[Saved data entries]

^^^^

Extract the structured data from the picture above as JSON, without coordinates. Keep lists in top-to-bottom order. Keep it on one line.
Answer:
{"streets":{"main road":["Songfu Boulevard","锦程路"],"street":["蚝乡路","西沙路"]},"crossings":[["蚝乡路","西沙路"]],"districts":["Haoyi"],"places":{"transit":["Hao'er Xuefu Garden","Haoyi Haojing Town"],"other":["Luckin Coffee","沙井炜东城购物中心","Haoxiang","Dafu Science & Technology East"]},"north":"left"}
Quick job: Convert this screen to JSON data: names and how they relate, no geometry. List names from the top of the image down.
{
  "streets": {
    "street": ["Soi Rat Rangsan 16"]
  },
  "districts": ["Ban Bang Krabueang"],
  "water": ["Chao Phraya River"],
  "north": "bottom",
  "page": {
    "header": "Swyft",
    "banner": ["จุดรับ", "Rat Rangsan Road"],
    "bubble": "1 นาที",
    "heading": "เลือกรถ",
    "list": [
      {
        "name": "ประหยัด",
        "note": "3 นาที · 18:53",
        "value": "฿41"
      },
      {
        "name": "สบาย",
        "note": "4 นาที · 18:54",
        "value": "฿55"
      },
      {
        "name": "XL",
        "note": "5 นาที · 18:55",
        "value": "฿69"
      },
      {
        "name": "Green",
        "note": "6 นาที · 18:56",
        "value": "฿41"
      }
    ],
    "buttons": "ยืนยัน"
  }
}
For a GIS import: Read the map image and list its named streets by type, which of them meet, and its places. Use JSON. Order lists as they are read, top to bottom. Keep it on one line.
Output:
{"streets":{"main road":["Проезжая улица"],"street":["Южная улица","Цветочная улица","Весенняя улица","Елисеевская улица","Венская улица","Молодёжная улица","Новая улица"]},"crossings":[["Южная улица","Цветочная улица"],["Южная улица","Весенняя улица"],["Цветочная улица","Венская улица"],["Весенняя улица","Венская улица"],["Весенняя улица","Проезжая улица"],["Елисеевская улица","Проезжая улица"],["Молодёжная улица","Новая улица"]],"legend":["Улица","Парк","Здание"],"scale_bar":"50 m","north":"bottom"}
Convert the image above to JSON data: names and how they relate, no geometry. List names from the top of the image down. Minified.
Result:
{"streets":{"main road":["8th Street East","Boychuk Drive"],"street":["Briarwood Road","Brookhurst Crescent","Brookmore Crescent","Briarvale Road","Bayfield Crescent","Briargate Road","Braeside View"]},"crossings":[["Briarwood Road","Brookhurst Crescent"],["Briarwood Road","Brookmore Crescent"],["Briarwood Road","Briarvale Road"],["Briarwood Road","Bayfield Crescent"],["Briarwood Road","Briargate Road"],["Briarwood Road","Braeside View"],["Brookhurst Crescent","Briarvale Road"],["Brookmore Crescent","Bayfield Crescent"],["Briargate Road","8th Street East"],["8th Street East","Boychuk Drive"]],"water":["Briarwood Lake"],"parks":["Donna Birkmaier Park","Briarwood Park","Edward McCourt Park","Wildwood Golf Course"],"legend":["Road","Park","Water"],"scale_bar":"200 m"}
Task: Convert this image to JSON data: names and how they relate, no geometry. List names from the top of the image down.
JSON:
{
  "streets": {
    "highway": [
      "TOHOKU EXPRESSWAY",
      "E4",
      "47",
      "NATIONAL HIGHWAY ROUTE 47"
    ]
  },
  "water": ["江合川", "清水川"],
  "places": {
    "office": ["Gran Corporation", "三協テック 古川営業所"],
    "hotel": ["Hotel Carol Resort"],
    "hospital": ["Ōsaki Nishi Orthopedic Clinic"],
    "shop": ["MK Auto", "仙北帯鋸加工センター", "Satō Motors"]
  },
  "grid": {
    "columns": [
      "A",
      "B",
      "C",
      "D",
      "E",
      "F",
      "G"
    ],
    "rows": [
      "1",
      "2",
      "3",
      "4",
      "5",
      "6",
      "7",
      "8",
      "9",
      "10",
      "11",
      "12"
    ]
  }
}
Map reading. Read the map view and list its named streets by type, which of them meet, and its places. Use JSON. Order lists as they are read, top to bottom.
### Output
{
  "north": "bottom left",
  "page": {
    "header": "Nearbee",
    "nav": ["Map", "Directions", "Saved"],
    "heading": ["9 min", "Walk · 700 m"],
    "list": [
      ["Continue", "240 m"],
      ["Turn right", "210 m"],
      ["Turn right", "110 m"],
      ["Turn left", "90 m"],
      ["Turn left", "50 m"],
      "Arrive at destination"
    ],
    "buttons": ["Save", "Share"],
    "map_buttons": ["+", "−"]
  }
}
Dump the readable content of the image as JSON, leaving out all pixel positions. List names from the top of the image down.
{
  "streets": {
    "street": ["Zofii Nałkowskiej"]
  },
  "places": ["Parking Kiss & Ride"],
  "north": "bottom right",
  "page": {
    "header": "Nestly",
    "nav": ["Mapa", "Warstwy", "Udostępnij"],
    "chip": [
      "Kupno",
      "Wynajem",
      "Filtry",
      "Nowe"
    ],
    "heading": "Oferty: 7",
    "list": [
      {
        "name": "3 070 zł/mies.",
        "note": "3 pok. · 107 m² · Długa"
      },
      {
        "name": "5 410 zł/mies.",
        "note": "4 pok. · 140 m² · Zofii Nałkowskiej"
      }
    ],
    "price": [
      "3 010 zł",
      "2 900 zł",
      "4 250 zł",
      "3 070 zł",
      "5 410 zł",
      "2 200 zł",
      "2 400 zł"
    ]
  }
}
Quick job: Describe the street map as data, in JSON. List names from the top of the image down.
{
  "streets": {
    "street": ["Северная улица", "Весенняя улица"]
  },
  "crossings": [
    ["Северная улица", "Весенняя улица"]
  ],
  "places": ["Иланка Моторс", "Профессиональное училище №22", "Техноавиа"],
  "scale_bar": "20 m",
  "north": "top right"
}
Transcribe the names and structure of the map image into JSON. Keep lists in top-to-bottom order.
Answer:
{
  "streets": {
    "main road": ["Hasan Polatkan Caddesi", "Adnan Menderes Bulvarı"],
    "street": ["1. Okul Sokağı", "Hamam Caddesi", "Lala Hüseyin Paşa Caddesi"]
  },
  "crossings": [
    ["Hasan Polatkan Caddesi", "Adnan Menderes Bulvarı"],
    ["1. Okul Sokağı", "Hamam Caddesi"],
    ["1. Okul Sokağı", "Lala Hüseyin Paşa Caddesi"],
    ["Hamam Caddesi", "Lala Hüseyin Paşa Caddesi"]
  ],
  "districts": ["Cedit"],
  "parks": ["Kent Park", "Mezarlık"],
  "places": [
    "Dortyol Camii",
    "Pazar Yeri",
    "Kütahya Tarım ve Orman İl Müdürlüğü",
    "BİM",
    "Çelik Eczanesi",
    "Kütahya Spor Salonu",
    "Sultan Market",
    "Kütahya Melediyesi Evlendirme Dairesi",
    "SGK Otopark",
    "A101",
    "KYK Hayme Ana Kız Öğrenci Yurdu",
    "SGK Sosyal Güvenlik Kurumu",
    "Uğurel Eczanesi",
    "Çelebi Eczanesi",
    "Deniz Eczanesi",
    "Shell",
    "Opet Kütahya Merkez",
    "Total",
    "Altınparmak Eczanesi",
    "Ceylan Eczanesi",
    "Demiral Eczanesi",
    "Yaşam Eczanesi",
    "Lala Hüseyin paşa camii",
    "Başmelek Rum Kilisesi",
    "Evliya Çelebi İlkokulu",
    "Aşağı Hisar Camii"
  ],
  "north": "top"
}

^^^^

▶ Work task
Across the data, find each line that has "named" in it and copy that line.

▶ Your solution
For a GIS import: Read the map image and list its named streets by type, which of them meet, and its places. Use JSON. Order lists as they are read, top to bottom. Keep it on one line.
Map reading. Read the map view and list its named streets by type, which of them meet, and its places. Use JSON. Order lists as they are read, top to bottom.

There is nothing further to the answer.